ML Implementation – lessons from Booking.com

I came across an interesting paper published by data scientists at Booking.com courtesy of the podcast Linear Digressions (@LinDigressions). The paper summarizes 6 business lessons learnt by the data scientists at Booking.com after deploying 150 Machine Learning (ML) models.  These observations are insightful and offer a practitioner view regarding implementation of ML models for business purpose and some are even non-intuitive and raise questions or grounds for more research;

  1. Use Classes of Models: Some Machine Learning (ML_ models are created at Booking.com for very specific use and some for more broad-based use which are used by other specific-use case ML models. This to be analogous to the models used in pricing in financial industry; some are used to price specific payoffs while there are some market models which are used by all the payoff models.
  2. Spend time in Designing the model (Alternative Approaches): The authors spend a lot of time in designing and model ‘set-up’ stage and consider alternative approaches and among the factors considered by them are complexity, data availability and selection bias. For practitioners in financial industry this is a core model development principle under the regulatory guidelines for model risk (SR 11-7) where model developers are recommended to show alternative approaches that lead to final model selection.
  3. Using Model Performance Measurement:
    • Measure performance of the ML model relative to a baseline (median) performance computed for other ML models in that type/class
    • Measure offline (before implementation) performance improvement of the ML model in successive versions against the first version of the ML model to check the lift from continued model re-development.
    • Use Random Control Trials (RCT) to check the ML model performance after implementation. At Booking.com, this process is integral to the model development  and enabled through use of an infrastructure which allows hypothesis to be tested before deployment and is further elaborated in the last point.
    • Why Model Performance does not always lead to Business Value: Increasing the performance of a model (AUC, ROC) does not always lead to a gain in business value and in some cases there is negative correlation between business value and improvement observed in model performance of the ML models.  This is non-intuitive but explained by the data scientists at Booking.com as being due to performance over-saturation; segment saturation (less data of users to test); over-optimization which could be overfitting and the one I found most interesting was the increased accuracy causing negative user feedback i.e. users freaking out because the model was so accurate and predicted what they were thinking for a destination in the example cited.
  4. (Ongoing) Monitoring: The data scientists used Response Distribution Charts (RDC) for monitoring performance of binary classification models while making predictions when the ‘true value’ is not known immediately. The intuitive claim is that for an ideal binary classification model there should be a peak at 0 and a peak at 1 for the RDC based proportional to the data. This could be applicable to lot of classification models where the ‘ground truth’ is not known immediately.
  5. Time is Money and handling Latency: ML models require significant computation to make predictions which increases the latency and causes negative user feedback and so the authors of the paper have mentioned proven techniques that have worked like precomputation and caching, batching requests over the network and having redundant copies of the models available over the network etc.
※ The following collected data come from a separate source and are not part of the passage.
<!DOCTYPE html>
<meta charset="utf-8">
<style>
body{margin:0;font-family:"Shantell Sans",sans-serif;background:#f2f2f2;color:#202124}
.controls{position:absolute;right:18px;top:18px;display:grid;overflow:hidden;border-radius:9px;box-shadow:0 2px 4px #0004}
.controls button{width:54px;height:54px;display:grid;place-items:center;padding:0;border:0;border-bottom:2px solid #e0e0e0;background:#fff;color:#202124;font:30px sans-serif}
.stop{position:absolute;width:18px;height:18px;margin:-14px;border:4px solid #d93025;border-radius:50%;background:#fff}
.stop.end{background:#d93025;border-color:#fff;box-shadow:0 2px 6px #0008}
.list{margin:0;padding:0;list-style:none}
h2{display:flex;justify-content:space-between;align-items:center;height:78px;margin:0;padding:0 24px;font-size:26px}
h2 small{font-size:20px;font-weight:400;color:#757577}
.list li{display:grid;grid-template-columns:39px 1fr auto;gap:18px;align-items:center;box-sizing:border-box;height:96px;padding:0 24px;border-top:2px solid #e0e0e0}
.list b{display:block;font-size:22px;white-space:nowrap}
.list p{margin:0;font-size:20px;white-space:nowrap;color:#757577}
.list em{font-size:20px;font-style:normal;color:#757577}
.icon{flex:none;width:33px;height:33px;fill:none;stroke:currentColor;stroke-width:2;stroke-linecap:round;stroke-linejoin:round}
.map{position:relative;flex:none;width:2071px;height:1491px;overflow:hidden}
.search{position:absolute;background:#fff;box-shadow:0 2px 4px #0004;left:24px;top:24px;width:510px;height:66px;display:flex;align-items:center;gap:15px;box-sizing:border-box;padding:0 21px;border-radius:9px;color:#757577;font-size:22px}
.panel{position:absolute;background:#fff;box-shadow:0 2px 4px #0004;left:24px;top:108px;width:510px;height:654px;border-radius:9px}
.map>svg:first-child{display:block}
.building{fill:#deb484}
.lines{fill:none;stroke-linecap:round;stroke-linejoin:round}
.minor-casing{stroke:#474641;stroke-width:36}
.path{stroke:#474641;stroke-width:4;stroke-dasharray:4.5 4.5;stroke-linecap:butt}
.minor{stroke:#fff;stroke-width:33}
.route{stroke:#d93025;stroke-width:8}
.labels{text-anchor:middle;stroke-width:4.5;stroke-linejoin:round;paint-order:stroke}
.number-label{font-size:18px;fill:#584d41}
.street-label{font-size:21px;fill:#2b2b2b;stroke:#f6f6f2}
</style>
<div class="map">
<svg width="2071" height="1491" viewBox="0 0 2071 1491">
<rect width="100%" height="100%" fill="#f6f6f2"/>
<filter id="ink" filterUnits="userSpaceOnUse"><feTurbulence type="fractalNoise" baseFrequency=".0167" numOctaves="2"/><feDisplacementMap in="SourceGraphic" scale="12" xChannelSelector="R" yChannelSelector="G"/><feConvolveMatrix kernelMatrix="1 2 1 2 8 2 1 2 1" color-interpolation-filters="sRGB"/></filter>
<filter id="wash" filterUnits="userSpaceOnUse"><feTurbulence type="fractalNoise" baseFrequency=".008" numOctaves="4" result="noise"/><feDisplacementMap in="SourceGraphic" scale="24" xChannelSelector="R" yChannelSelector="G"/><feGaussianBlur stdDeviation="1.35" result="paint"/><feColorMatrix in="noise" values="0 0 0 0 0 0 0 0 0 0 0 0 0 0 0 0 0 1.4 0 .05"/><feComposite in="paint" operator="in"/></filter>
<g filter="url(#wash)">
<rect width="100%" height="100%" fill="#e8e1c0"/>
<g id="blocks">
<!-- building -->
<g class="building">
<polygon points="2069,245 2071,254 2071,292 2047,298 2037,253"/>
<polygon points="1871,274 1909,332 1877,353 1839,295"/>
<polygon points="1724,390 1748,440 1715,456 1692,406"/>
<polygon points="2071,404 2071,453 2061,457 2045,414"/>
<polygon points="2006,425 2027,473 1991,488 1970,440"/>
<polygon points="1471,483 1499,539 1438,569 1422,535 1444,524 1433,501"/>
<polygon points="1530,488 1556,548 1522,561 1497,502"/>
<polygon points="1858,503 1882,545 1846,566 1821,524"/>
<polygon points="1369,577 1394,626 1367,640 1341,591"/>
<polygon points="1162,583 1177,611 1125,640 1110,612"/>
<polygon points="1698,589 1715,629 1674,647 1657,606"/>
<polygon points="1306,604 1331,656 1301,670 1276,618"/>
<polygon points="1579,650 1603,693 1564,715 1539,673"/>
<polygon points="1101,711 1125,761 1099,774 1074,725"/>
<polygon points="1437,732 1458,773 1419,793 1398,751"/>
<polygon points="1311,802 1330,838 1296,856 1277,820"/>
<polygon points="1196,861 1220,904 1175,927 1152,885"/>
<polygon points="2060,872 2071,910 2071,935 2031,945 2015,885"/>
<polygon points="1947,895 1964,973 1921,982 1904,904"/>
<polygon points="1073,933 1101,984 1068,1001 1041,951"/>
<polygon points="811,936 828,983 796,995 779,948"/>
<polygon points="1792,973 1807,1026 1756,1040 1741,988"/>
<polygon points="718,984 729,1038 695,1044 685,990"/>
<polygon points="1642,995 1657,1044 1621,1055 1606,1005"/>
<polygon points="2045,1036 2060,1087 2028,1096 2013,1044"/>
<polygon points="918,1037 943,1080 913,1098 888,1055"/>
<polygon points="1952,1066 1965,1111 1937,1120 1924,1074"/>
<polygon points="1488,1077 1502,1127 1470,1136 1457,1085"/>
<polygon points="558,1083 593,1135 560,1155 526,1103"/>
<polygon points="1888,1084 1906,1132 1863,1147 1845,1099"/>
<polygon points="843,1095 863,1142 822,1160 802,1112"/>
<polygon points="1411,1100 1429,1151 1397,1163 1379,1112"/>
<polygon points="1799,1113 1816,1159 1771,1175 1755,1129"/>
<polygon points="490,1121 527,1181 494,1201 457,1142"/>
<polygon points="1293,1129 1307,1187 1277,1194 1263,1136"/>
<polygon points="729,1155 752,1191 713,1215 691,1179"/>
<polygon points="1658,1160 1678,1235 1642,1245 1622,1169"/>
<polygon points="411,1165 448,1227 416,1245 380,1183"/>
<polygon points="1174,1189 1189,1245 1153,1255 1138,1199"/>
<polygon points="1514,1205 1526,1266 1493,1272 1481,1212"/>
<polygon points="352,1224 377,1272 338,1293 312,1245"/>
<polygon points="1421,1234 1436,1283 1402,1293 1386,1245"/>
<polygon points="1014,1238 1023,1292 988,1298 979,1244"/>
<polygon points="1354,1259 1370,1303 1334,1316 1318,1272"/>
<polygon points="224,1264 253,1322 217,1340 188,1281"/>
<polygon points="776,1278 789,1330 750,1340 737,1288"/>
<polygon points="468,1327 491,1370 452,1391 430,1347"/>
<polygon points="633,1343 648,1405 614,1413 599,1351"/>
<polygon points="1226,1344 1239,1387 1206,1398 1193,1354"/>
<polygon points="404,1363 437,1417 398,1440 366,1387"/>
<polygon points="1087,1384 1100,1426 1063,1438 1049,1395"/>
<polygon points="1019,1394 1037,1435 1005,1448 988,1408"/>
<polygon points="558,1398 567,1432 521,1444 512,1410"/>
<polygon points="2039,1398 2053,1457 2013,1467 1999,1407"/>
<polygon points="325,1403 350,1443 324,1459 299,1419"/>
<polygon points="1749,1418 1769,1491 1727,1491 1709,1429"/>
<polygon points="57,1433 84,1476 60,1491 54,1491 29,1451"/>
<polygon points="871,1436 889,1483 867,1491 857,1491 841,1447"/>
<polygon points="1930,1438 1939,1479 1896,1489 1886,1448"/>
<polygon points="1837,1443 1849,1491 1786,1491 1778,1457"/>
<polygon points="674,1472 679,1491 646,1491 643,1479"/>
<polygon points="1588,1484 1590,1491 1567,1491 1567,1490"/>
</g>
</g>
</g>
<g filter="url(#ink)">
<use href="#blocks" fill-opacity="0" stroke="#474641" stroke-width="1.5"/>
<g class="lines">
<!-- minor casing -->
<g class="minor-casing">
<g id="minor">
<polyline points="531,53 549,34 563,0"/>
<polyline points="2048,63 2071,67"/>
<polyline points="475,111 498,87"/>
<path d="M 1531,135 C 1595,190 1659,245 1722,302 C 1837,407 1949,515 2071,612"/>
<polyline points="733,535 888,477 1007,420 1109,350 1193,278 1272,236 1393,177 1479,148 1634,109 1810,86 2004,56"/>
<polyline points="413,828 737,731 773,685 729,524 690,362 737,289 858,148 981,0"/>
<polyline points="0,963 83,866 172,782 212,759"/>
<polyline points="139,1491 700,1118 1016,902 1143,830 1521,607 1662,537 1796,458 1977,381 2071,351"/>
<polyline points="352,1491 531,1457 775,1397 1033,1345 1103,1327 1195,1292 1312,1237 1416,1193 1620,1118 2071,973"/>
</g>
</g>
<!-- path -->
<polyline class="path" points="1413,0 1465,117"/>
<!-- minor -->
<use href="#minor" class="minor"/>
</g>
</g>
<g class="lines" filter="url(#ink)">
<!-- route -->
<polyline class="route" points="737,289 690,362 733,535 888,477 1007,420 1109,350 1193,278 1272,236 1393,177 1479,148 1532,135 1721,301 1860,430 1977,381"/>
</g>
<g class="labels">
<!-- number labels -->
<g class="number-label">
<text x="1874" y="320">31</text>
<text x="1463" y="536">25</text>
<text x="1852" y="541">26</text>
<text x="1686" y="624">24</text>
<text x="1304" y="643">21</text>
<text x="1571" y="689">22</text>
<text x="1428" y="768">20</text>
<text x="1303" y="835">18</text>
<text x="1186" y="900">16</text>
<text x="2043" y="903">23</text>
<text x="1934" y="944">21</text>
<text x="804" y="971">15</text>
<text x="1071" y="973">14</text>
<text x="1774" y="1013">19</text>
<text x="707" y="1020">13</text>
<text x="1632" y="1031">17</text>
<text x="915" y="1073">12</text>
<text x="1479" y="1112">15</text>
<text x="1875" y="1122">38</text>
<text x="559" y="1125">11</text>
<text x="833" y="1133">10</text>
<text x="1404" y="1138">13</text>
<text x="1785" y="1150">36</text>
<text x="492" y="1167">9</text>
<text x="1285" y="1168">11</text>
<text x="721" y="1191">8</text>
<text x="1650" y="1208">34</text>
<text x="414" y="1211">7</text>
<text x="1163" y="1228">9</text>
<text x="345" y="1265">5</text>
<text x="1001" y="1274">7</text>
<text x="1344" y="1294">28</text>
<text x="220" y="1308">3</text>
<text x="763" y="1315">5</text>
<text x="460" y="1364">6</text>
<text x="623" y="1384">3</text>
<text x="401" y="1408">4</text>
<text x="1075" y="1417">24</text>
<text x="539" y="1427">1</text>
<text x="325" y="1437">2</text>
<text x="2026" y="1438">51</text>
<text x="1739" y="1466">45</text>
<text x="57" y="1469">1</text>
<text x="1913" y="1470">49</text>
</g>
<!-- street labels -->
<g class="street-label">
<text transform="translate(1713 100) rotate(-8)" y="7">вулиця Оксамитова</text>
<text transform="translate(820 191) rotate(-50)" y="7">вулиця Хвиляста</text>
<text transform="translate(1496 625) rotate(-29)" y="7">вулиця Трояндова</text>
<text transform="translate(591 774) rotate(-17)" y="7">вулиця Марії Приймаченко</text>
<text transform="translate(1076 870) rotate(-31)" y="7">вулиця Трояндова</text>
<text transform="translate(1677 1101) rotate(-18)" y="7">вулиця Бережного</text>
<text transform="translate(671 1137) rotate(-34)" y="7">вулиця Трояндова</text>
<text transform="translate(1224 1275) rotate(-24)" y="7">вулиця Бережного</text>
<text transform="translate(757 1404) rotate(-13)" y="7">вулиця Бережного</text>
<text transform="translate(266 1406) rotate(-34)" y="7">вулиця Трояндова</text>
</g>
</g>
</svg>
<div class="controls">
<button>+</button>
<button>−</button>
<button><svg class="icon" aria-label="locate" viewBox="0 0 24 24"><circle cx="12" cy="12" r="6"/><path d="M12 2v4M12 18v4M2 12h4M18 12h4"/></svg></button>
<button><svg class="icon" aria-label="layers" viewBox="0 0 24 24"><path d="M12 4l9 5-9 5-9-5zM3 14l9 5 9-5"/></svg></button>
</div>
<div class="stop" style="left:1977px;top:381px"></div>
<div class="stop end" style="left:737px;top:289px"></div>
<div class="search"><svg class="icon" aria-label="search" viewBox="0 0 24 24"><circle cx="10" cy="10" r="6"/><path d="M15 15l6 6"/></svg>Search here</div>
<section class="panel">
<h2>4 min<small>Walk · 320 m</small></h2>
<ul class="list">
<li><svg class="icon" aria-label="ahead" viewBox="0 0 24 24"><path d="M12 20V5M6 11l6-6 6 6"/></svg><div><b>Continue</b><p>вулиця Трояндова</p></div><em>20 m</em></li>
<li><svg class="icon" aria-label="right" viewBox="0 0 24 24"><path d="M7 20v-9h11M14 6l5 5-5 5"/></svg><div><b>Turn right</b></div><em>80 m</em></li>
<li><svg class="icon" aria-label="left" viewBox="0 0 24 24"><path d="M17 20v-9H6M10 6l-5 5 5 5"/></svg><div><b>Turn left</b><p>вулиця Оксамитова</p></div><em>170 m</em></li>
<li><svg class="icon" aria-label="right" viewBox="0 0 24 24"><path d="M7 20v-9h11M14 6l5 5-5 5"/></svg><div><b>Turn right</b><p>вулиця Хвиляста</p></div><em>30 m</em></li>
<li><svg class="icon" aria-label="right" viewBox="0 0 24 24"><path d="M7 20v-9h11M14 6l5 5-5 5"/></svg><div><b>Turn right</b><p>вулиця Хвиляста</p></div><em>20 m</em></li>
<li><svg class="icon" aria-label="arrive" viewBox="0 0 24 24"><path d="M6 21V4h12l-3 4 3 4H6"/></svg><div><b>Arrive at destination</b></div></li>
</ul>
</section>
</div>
  6. Model Evaluation using Random Control Trials: The data scientists at Booking.com conduct sophisticated experiments using variants of Random Control Trials (RCT) to assess the impact of the new features of the ML models on the users which will be relevant to lot of business use cases for ML models such as;
    • Triggered Analysis is used where only the treatable subjects (users for which the new feature of the model was triggered) in the Control and Testing groups are analyzed.
    • Model Output Dependent Triggering is used in cases where users in treatment groups are exposed to new features of ML models that are triggered based on another new feature; in these cases the control group is exposed to no change at all and two treatment groups are used; one where triggered users are exposed to a change and second where users are not exposed to any change regardless of the model output. The statistical analysis is conducted using only triggered subjects from both treatment groups.
    • Using RCT to measure latency or other unintended effects introduced from new features of ML models.
    Overall, I found the paper to an interesting read as it offers a less researched aspect of delivering business value using ML models by combining different disciplines of software engineering, project management, hypothesis testing, infrastructure and  data analysis.